Morning. The upgrade to both providers have been completed in the root but the run in devops tasks still shows it’s using the module provider versions. What i tried to do was to comment that entire module provider code and then do another terraform plan on the root directory but get the message "Error: Backend initialization required, please run “terraform init”. this is being run from the root directory of the provider. Worried that this will wipe the settings.

Hi @naidoob79,

Given you are seeing this in Devops tasks this sounds like the Dependency Lock File (.terraform.lock.hcl) - Configuration Language | Terraform | HashiCorp Developer possibly has not been checked in to/merged with the branch you are deploying from.

It is good practice to check this in with your codebase as it ensures that the versions of providers that modules have been developed and tested with as part of your project do not unexpectedly change when you deploy from pipeline agents that will be downloading providers each time.

The .terraform.lock.hcl file should be in the root of the root module (where you are running the terraform command from.

Confirm the version of this file in your repo has the expected (upgraded) providers and version constraints. If it has not, you will need to upload a an updated version after you have run your terraform init -upgrade

If you still are seeing issues, perhaps you can provide the following:

  • The details of your required_providers blocks for the root module and the sub modules from the files in your repo brach that you are deploying from. Example:
  required_providers {
    azurerm = {
      source  = "hashicorp/azurerm"
      version = "3.100.0"
    }
  }
  • The output from the terraform init section below, from the pipeline run where you are seeing the versions different from what you expect.
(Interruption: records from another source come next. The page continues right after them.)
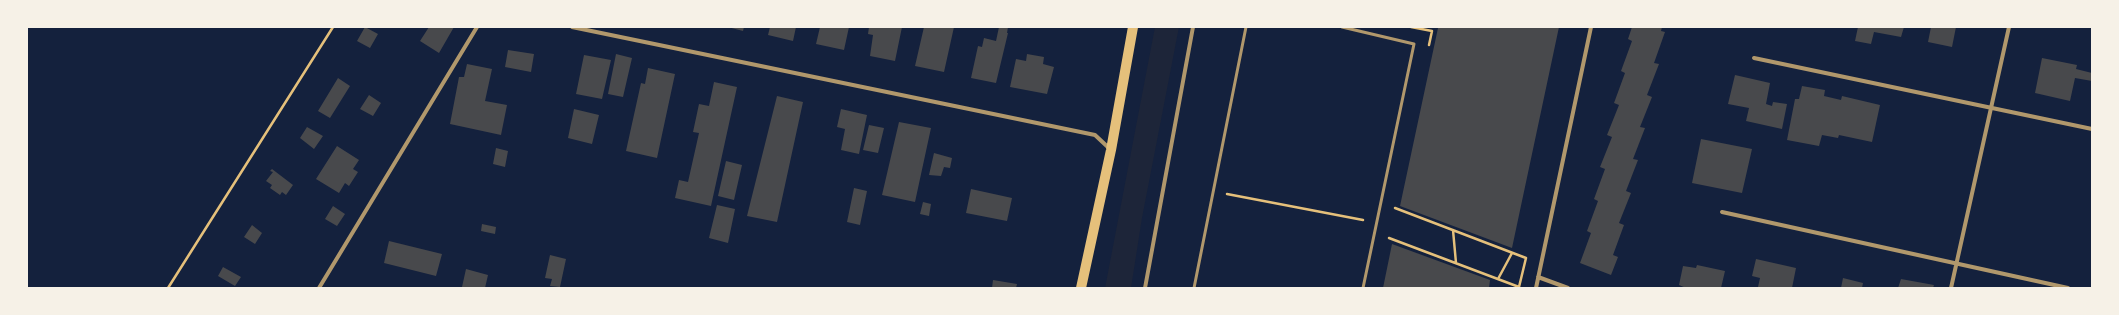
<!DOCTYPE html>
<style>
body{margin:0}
#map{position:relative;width:2119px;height:315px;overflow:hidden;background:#14213d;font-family:"DejaVu Sans",sans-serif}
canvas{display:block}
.frame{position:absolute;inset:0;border:28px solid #f6f1e7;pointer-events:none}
</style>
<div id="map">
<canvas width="2119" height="315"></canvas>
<div class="frame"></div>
</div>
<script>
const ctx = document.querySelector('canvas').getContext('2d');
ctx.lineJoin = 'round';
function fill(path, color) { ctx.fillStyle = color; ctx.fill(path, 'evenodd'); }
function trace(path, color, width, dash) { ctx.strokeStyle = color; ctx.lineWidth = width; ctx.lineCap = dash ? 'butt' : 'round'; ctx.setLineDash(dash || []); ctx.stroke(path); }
fill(new Path2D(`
 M1155,27H1179L1142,218L1131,288H1105Z`), '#1d2539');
fill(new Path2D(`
 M365,27L378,34L370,48L357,41Z
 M429,27H454L439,53L420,41Z
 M728,27H744L743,31Z
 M770,27H796L793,41L768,35Z
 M820,27H849L844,50L816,44Z
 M869,27H902L895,61L870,56L873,35L868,34Z
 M924,27H954L944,72L915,66Z
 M999,27H1008L1007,33H1008L996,83L971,78L978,46L982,47L984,38L996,41Z
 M1559,27L1512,248L1400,206L1438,28L1435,27Z
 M1632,27H1662L1661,31L1665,32L1654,63L1659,64L1647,95L1652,97L1640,127L1645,128L1633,159L1638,160L1626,191L1631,193L1619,223L1624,225L1613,255L1618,257L1611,275L1580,263L1591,233L1587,231L1598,201L1594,199L1605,169L1600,167L1612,137L1607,135L1619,105L1614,103L1625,73L1621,71L1632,41L1628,39Z
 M1858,27H1904L1901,37L1874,32L1871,44L1855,41Z
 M1931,27H1956L1952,47L1928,42Z
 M508,50L534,54L531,72L505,67Z
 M616,54L632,58L623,97L608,94Z
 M1027,54L1044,57L1043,64L1054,67L1047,94L1010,87L1016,59L1026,61Z
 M584,55L611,60L602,99L576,94Z
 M2042,58L2077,65L2076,69L2092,73V81L2075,78L2070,101L2035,93Z
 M467,64L492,69L485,101L507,105L501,135L450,124L459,77H464Z
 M648,68L675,74L657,158L626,151L641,83L645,84Z
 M1735,75L1770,83L1766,104L1772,106L1773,102L1787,104L1782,129L1746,121L1749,108L1728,104Z
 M338,78L350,86L330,118L318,111Z
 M714,82L737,87L711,206L675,198L679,180L688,182L699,133L693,132L699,104L709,106Z
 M1802,86L1825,90L1824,96L1841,100L1842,96L1880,105L1872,142L1839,135L1838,138L1822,135L1819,146L1787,140L1795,99H1799Z
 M369,95L381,103L373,116L360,109Z
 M777,96L803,102L777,222L747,216Z
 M574,109L599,115L592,144L568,138Z
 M841,109L867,115L859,154L841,150L845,129L837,127Z
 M899,122L931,128L915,202L882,195Z
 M869,125L884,128L878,153L863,150Z
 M307,127L323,136L314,149L300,138Z
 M1701,139L1752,149L1742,193L1692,183Z
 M337,146L359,160L353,169L358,172L349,186L345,183L339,193L316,179Z
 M496,148L508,151L505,167L493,164Z
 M934,153L952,158L950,168L944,167L941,176L929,175Z
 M726,161L742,165L734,200L718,196Z
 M272,169L293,185L286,195L282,192L280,195L270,188L272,185L266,181L273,172L270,171Z
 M854,188L867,191L860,225L847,222Z
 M971,189L1012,198L1007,221L966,213Z
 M923,202L931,204L929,216L920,214Z
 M717,205L735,209L728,243L709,238Z
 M333,206L345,214L337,226L325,219Z
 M482,224L496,227L495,234L481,231Z
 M252,225L262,233L255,244L244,237Z
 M389,241L442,254L436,276L384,263Z
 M1392,244L1490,280L1489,288H1383Z
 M550,255L566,259L560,287L550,286L552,279L545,278Z
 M1756,259L1796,268L1792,288L1758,287L1760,278L1752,276Z
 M1697,265L1725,271L1721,288H1686L1679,285L1683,266L1696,268Z
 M223,267L241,277L235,286L218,276Z
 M466,269L488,275L485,288L462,287Z
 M1843,278L1863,283L1862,288H1841Z
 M1901,279L1934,285L1933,288H1898Z
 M993,280L1017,284L1016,288H992Z`), '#48494c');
trace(new Path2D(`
 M1411,27L1432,31L1429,45
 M1227,194L1363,220
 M1453,230L1456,263
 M1389,238L1519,287L1526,258L1395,208
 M1498,279L1512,253
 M168,288L333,27`), '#e5c07b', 2.5);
trace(new Path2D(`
 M1342,27L1414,44L1363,288
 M1194,288L1246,27`), '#b1986c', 3);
trace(new Path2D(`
 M572,27L1095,135L1111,150
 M1754,58L2092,129
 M1722,212L2068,288
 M1538,277L1568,288
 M319,288L477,27
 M1145,288L1193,27
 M1536,288L1591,27
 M1951,288L2009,27`), '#b1986c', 4);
trace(new Path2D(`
 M1081,288L1111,150L1133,27`), '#e5c07b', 10);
</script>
Example:
Initializing the backend...

Initializing provider plugins...
- Reusing previous version of hashicorp/azurerm from the dependency lock file
- Using previously-installed hashicorp/azurerm v3.100.0

Terraform has been successfully initialized!
  • The details in the .terraform.lock.hcl file in the root module (example below) for all providers (the hashes information is not required) from the repo branch you are deploying from.
provider "registry.terraform.io/hashicorp/azurerm" {
  version     = "3.100.0"
  constraints = "3.100.0"
}

That should be sufficient to determine what Terraform is actually doing (as opposed to what you expect it to be doing) in the pipeline runs.